Voll war er nicht, der Stadtsaal in Kaufbeuren. Aber die, die sich den endlosen und komplexen Häutungen der Geschichte rund um den krankhaft übergewichtigen Online-Literatur-Dozenten Charlie im Theaterstück „Der Wal“ aussetzten, gingen tief berührt und sehr nachdenklich nach Hause. Auf Einladung des Kulturring gastierte die Tourneebühne Euro-Studio Landgraf mit einem exzellenten Ensemble in Kaufbeuren.
Die Original-Vorlage „The Whale“ von Samuel D. Hunter wurde 2012 uraufgeführt und überzeugte schnell Kritiker und fachkundiges Publikum. 2022 folgte die Verfilmung des Stoffs unter der Regie von Darren Aronofsky, die mit zwei Oscars ausgezeichnet wurde. Die Hauptrolle übernahm damals Brendan Fraser. Das Euro-Studio Landgraf bringt das Werk unter der Regie von Stephan Hoffmann nun wieder als deutschsprachige Erstaufführung auf die Bühne.
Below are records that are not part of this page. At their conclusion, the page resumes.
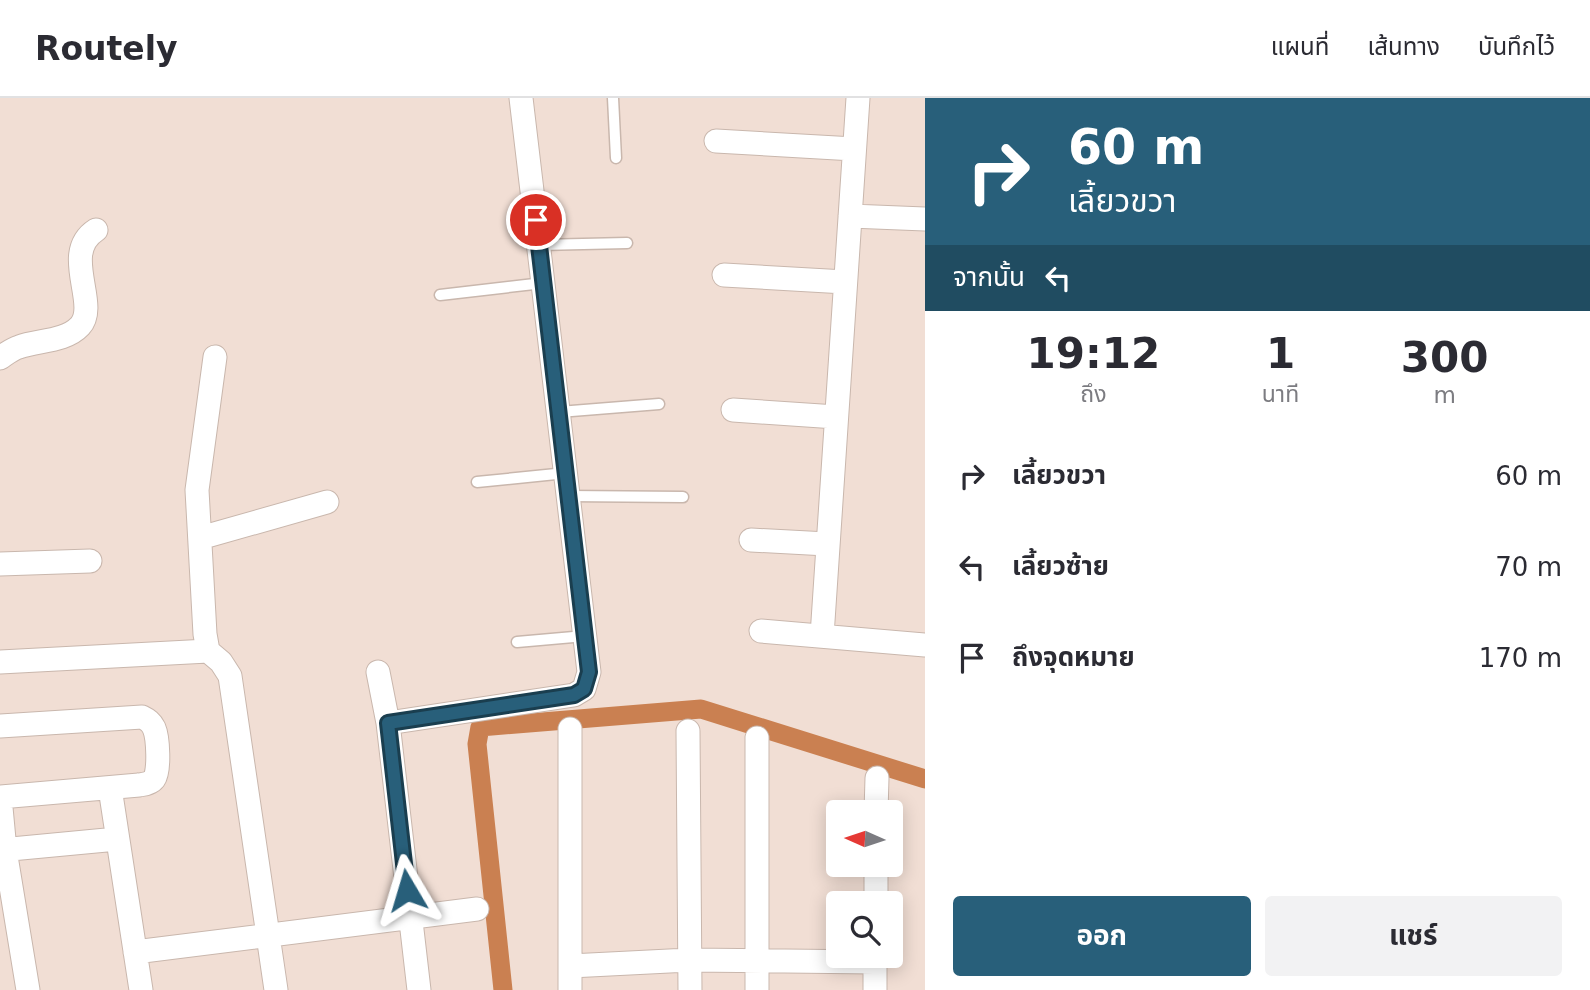 <!DOCTYPE html>
<html lang="th">
<head>
<meta charset="utf-8">
<style>
  :root { --surface:#fff; --page:#f2f2f3; --text:#2b2b33; --muted:#7c7c81; --line:#e1e1e2; --accent:#285f7a }
  body { margin:0; font-family:"DejaVu Sans","Noto Sans Thai",sans-serif; background:var(--page); color:var(--text); height:100vh; display:flex; flex-direction:column; font-size:26px; white-space:nowrap }
  * { box-sizing:border-box; margin:0 }
  p { font-size:23px; color:var(--muted) }
  .icon { flex:none; width:38px; height:38px; fill:none; stroke:currentColor; stroke-width:2; stroke-linecap:round; stroke-linejoin:round }
  .map { position:relative; flex:1; overflow:hidden }
  .panel { display:flex; flex-direction:column; background:var(--surface); width:665px }
  .panel>* { flex:none }
  .hud { background:#285f7a; color:#fff; overflow:hidden }
  .needle { width:46px; rotate:273deg }
  .fabs { position:absolute; left:826px; top:702px; display:grid; gap:14px }
  .fabs a { display:grid; place-items:center; width:77px; height:77px; border-radius:7px; background:var(--surface); box-shadow:0 4px 18px #0003; font-size:35px }
  .pin { position:absolute; display:grid; place-items:center; width:60px; height:60px; color:#fff; margin:-30px; border:4px solid #fff; border-radius:50%; box-shadow:0 2px 7px #0007 }
  .me { position:absolute; width:77px; margin:-38px; rotate:353deg; stroke-linejoin:round; filter:drop-shadow(0 0 5px #0008) }
  .turn { display:flex; align-items:center; gap:24px; height:147px; padding:0 28px; font-size:32px }
  .turn .icon { width:91px; height:91px; stroke-width:2.5 }
  .turn b { display:block; font-size:49px; line-height:60px }
  .then { display:flex; align-items:center; height:66px; padding:0 28px; background:#0003; gap:14px; font-size:26px }
  .eta { display:flex; justify-content:space-evenly; align-items:center; height:119px; text-align:center }
  .eta b { font-size:42px; font-weight:700; line-height:49px }
  .action { display:flex; gap:14px; margin-top:auto; padding:14px 28px }
  .action a { flex:1; height:80px; border-radius:7px; background:var(--accent); color:#fff; font-size:28px; font-weight:700; line-height:80px; text-align:center }
  .action a+a { background:var(--page); color:var(--text) }
  ul { padding:0; list-style:none }
  li { display:flex; align-items:center; gap:21px; height:91px; padding:0 28px }
  li div { flex:1 }
  li b { display:block; font-size:26px }
  li em { font-style:normal }
  header { display:flex; align-items:center; gap:42px; box-sizing:border-box; height:98px; padding:0 35px; background:var(--surface); border-bottom:2px solid var(--line) }
  header strong { font-size:33px }
  nav { display:flex; gap:38px; margin-inline-start:auto; font-size:24px }
  main { display:flex; flex:1; min-height:0 }
  .map>svg:first-child { display:block }
</style>
</head>
<body>
<header>
<strong>Routely</strong>
<nav><a>แผนที่</a><a>เส้นทาง</a><a>บันทึกไว้</a></nav>
</header>
<main>
<div class="map">
<svg width="925" height="892" viewBox="0 0 925 892">
  <rect width="100%" height="100%" fill="#f1ded4"/>
  <g fill="none" stroke-linecap="round" stroke-linejoin="round">
    <path stroke="#ca8051" stroke-width="19" d="M503 892 477 646 480 629 701 611 925 681"/>
    <g stroke="#c9b7ad" stroke-width="13">
      <path id="service" d="M613 0 616 60
        M539 147 627 145
        M440 197 543 185
        M559 314 659 306
        M477 384 566 375
        M568 398 683 399
        M517 544 585 538"/>
    </g>
    <g stroke="#c9b7ad" stroke-width="25">
      <path id="minor" d="M716 43 854 51
        M850 118 925 121
        M724 177 845 184
        M215 259 197 392 205 536 208 553 221 564 230 578 276 892
        M0 260C6 256 12 251 19 249 38 242 65 244 80 228 100 206 60 155 96 132
        M733 312 836 319
        M200 440 327 404
        M751 442 827 446
        M0 466 90 463
        M761 533 925 547
        M822 538 858 0
        M0 564 208 553
        M378 574 388 625 419 892
        M388 625 574 597 584 591 589 574 521 0
        M0 628 142 619C148 622 151 624 154 630 158 639 160 673 154 681 150 686 144 686 139 687L0 699
        M570 631V892
        M688 633 690 892
        M757 640V892
        M110 690 141 892
        M0 699 5 752 28 892
        M876 714 877 680
        M0 752 117 741
        M876 805V766
        M135 854 477 811
        M570 868 689 862 875 864
        M875 892V858"/>
    </g>
    <use href="#service" stroke="#fff" stroke-width="10"/>
    <use href="#minor" stroke="#fff" stroke-width="23"/>
  </g>
  <g fill="none" stroke-linecap="round" stroke-linejoin="round">
    <g stroke="#1a3e4f" stroke-width="18">
      <path id="route" d="M407 792 388 625 574 597 584 591 589 574 536 122"/>
    </g>
    <use href="#route" stroke="#285f7a" stroke-width="12"/>
  </g>
</svg>
<div class="fabs">
<a><svg class="needle" viewBox="-14 -14 28 28"><path d="M0-13l5 13h-10z" fill="#e53935"/><path d="M0 13l5-13h-10z" fill="#7c7c81"/></svg></a>
<a><svg class="icon" aria-label="search" viewBox="0 0 24 24"><circle cx="10" cy="10" r="6"/><path d="M15 15l6 6"/></svg></a>
</div>
<div class="pin" style="left:536px;top:122px;background:#d93025"><svg class="icon" aria-label="arrive" viewBox="0 0 24 24"><path d="M6 21V4h12l-3 4 3 4H6"/></svg></div>
<svg class="me" style="left:407px;top:792px" viewBox="-20 -20 40 40"><path d="M0-17L14 15 0 8-14 15z" fill="#285f7a" stroke="#fff" stroke-width="4"/></svg>
</div>
<section class="panel">
<div class="hud">
<div class="turn"><svg class="icon" aria-label="right" viewBox="0 0 24 24"><path d="M7 20v-9h11M14 6l5 5-5 5"/></svg><div><b>60 m</b>เลี้ยวขวา</div></div>
<div class="then">จากนั้น<svg class="icon" aria-label="left" viewBox="0 0 24 24"><path d="M17 20v-9H6M10 6l-5 5 5 5"/></svg></div>
</div>
<div class="eta">
<div><b>19:12</b><p>ถึง</p></div>
<div><b>1</b><p>นาที</p></div>
<div><b>300</b><p>m</p></div>
</div>
<ul>
<li><svg class="icon" aria-label="right" viewBox="0 0 24 24"><path d="M7 20v-9h11M14 6l5 5-5 5"/></svg><div><b>เลี้ยวขวา</b></div><em>60 m</em></li>
<li><svg class="icon" aria-label="left" viewBox="0 0 24 24"><path d="M17 20v-9H6M10 6l-5 5 5 5"/></svg><div><b>เลี้ยวซ้าย</b></div><em>70 m</em></li>
<li><svg class="icon" aria-label="arrive" viewBox="0 0 24 24"><path d="M6 21V4h12l-3 4 3 4H6"/></svg><div><b>ถึงจุดหมาย</b></div><em>170 m</em></li>
</ul>
<div class="action"><a>ออก</a><a>แชร์</a></div>
</section>
</main>
</body>
</html>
Mit Torsten Münchow in der Hauptrolle ist auch der deutsche Synchronsprecher des Films mit von der Partie, der sich entsprechend intensiv mit der Figur des Charlie auseinandergesetzt hat.
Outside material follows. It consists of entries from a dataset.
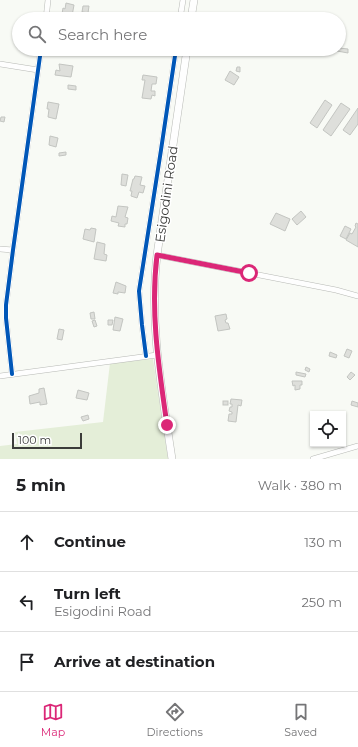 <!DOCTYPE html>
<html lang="en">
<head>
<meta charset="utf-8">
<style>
  body { margin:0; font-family:Montserrat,sans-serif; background:#f6f6f6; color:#202124 }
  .controls { position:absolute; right:12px; bottom:12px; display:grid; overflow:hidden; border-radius:0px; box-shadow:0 1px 3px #0004 }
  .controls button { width:36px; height:36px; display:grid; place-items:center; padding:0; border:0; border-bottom:1px solid #e0e0e0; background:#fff; color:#202124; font:20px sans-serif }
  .scale { position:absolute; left:12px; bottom:10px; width:70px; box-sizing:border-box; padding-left:4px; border:2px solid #3b3c3a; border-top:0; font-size:11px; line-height:14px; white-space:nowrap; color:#3b3c3a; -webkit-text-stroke:3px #fff; paint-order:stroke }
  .stop { position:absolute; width:12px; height:12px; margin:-9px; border:3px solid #db2777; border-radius:50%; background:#fff }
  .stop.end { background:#db2777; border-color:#fff; box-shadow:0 1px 4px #0008 }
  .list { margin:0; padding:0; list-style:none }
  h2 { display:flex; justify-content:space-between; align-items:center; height:52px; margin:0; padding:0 16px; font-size:17px }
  h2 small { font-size:13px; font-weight:400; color:#757577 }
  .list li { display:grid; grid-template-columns:26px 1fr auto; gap:12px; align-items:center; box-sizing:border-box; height:60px; padding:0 16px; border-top:1px solid #e0e0e0 }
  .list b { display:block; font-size:15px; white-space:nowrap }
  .list p { margin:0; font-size:13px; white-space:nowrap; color:#757577 }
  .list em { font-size:13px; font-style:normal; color:#757577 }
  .icon { flex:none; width:22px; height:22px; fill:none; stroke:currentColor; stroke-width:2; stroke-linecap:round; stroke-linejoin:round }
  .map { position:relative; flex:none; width:358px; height:459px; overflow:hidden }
  .search { position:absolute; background:#fff; box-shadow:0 1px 3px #0004; left:12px; right:12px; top:12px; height:44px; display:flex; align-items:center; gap:10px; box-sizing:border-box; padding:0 14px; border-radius:22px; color:#757577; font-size:15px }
  .sheet { height:232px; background:#fff }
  nav { display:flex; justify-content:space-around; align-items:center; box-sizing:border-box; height:56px; border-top:1px solid #e0e0e0; background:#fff; font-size:11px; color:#757577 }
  nav a { display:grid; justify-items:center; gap:2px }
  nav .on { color:#db2777 }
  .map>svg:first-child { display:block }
</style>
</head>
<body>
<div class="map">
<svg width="358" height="459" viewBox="0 0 358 459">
  <rect width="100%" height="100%" fill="#f8faf5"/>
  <!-- green -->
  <polygon fill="#e4eed8" points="153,359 168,459 0,459 0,446 17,444 15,432 103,422 110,363"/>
  <!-- building -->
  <g fill="#dedfdb" stroke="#c3c5c1">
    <polygon points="66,3 74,5 72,16 62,14 63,8 65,9"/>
    <polygon points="83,6 89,6 88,13 82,12"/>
    <polygon points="157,14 163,16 162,17 164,18 164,19 156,19"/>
    <polygon points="339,48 348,49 348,53 337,51"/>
    <polygon points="59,64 73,66 71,77 55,75 56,70 60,71"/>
    <polygon points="237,67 240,67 240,72 236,71"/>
    <polygon points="230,71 239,77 234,85 225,80"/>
    <polygon points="143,75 157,77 156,84 152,84 151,91 155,91 155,96 152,95 151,99 142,98 145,80 142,80"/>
    <polygon points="68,85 76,86 76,90 68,89"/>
    <polygon points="325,100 332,105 317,128 310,123"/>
    <polygon points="48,102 59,104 56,119 48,117 49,109 47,109"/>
    <polygon points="341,103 350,109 331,136 323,130"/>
    <polygon points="358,108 358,124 350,135 343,130"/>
    <polygon points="1,117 5,117 4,122 0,121"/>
    <polygon points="50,136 58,138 56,147 49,145"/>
    <polygon points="66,152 66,155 59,156 59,153"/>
    <polygon points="122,174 128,175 126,186 121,185"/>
    <polygon points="135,176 142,177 140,185 145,186 143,193 139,192 137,198 131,196 132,191 130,191 133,179 134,179"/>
    <polygon points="118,206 128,207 125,217 128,218 127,224 125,224 125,227 118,226 119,223 111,221 112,216 116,217"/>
    <polygon points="301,211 306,217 297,225 292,219"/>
    <polygon points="276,213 290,219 285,231 270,224"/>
    <polygon points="356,223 358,224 358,247 346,240 350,233 352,234 356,227 355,226"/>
    <polygon points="345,226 351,229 346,239 340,236"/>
    <polygon points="91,228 96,229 94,242 83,239 85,229 90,230"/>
    <polygon points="97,242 105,244 104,254 107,255 106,261 94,259"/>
    <polygon points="116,282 126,286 125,293 118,292 118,294 113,293"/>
    <polygon points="94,312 95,319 91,319 90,313"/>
    <polygon points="226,314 227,319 225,320 226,323 228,323 230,329 218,331 215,316"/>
    <polygon points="115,317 123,319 120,331 113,330"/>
    <polygon points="95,320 97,326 94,327 92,321"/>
    <polygon points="108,320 113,320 112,325 108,325"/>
    <polygon points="59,329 64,330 62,340 57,339"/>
    <polygon points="347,349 352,351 349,358 344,356"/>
    <polygon points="330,352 337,355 336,358 329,356"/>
    <polygon points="306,367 310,369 309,372 305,370"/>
    <polygon points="296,372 306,374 305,377 296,375"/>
    <polygon points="351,372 355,375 350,380 347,377"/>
    <polygon points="292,381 302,381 302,385 300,385 300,389 295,390 295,385 293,386"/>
    <polygon points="44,388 47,404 40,405 40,402 30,404 29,396 39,393 39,389"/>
    <polygon points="78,390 89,393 87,400 76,398"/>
    <polygon points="231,399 242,400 241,406 238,405 236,422 228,421 229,414 232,414 232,412 229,411 230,407 232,407 232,404 230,404"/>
    <rect x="223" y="401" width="5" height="4"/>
    <polygon points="352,401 358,403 358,407 351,405"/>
    <polygon points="88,415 89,419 83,421 81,417"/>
  </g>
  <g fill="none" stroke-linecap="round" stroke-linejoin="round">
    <defs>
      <g id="minor">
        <polyline points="46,19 48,0"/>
        <polyline points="180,19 183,0"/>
        <polyline points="0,64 38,70"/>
        <polyline points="0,249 13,250"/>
        <polyline points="157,255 336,290 358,296"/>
        <polyline points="146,356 142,325 139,291 161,150 176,49"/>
        <polyline points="12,374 6,318 6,305 13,250 41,49"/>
        <polyline points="0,376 157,355"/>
        <polyline points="313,459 358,446"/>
      </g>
      <g id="secondary">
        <polyline points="191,19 194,0"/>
        <path d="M172,459C162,391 149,324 157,255L187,49"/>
      </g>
    </defs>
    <!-- minor casing -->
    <use href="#minor" stroke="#b7b9b5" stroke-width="6"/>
    <!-- secondary casing -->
    <use href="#secondary" stroke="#b7b9b5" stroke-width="8"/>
    <!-- minor -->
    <use href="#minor" stroke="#fefefe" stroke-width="5"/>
    <!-- secondary -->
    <use href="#secondary" stroke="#fefefe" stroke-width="7"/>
    <defs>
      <g id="cycleway">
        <polyline points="146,356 142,325 139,291 161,150 176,49"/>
        <polyline points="12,374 6,318 6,305 13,250 41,49"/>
      </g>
    </defs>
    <!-- cycleway casing -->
    <use href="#cycleway" stroke="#fff" stroke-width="6"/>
    <!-- cycleway -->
    <use href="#cycleway" stroke="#0057b8" stroke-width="4"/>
  </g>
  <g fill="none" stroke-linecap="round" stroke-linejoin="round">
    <!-- route -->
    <path stroke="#db2777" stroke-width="5" d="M167,425C159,368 150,313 157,255L249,273"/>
  </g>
  <g text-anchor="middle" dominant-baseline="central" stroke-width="3" stroke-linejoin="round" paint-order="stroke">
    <!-- street labels -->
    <g font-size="13" fill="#3b3c3a" stroke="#fff">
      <text transform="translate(166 194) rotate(-82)">Esigodini Road</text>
    </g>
  </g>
</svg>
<div class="controls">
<button><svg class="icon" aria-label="locate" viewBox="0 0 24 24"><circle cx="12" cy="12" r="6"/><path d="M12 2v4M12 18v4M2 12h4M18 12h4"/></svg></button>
</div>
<div class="scale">100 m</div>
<div class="stop" style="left:249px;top:273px"></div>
<div class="stop end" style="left:167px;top:425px"></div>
<div class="search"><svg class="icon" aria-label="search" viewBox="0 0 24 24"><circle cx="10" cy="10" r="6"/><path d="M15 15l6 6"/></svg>Search here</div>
</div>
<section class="sheet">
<h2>5 min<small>Walk · 380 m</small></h2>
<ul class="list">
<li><svg class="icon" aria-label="ahead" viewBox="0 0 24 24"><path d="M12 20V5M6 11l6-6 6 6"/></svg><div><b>Continue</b></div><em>130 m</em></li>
<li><svg class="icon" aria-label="left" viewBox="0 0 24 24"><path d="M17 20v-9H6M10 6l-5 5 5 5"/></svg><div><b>Turn left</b><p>Esigodini Road</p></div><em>250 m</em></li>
<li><svg class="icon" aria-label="arrive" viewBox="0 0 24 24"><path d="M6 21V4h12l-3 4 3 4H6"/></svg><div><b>Arrive at destination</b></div></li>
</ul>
</section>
<nav>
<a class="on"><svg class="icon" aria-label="map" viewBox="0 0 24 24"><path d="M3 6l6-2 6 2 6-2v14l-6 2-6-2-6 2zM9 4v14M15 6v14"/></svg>Map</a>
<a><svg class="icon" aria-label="directions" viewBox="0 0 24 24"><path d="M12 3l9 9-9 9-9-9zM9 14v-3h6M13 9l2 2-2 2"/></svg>Directions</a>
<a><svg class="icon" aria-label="saved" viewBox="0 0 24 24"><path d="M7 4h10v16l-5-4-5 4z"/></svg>Saved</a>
</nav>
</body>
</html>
Diese Rolle stellt außerordentliche Anforderungen an den Schauspieler: Zum einen gilt es, das sich ankündigende Sterben glaubwürdig zu verkörpern, und auch mit dem „Fatsuit“, dem Kostüm, das Münchow zu einer krankhaft adipösen Figur macht, zurechtzukommen. Zum anderen darf das Darstellen der Entwicklung der Gefühle, der Handlung und der teilweise dysfunktionalen Beziehungen der Figuren zueinander nicht ins Hintertreffen geraten.
Das gelingt dem Ensemble außerordentlich gut: Münchow erzeugt glaubwürdig Tragik, wenn er sich als – im mehrfachen Sinne – gestrandeter Wal buchstäblich zu Tode futtert. Vorher möchte er aber noch eine Beziehung zu seiner 17-jährigen Tochter Ellie aufbauen, die es ihm als rebellischer Teenager maximal schwer macht. Mit Daria Vivien Wolf hatte man dafür die Idealbesetzung gefunden. Bleibt noch die Krankenschwester Liz, die sich im Laufe des Stücks als Adoptivschwester von Charlies verstorbenem Lebenspartner Alan offenbart. Sie kümmert sich rührend, aber auch mit gnadenloser Ehrlichkeit und Pragmatismus um den sterbenden Ex ihres Bruders, der im Übrigen an Nahrungsverweigerung gestorben ist. Franziska Endres, die Liz im Film die deutsche Stimme gab, war auch hier im umfassenden Sinne am rechten Platz.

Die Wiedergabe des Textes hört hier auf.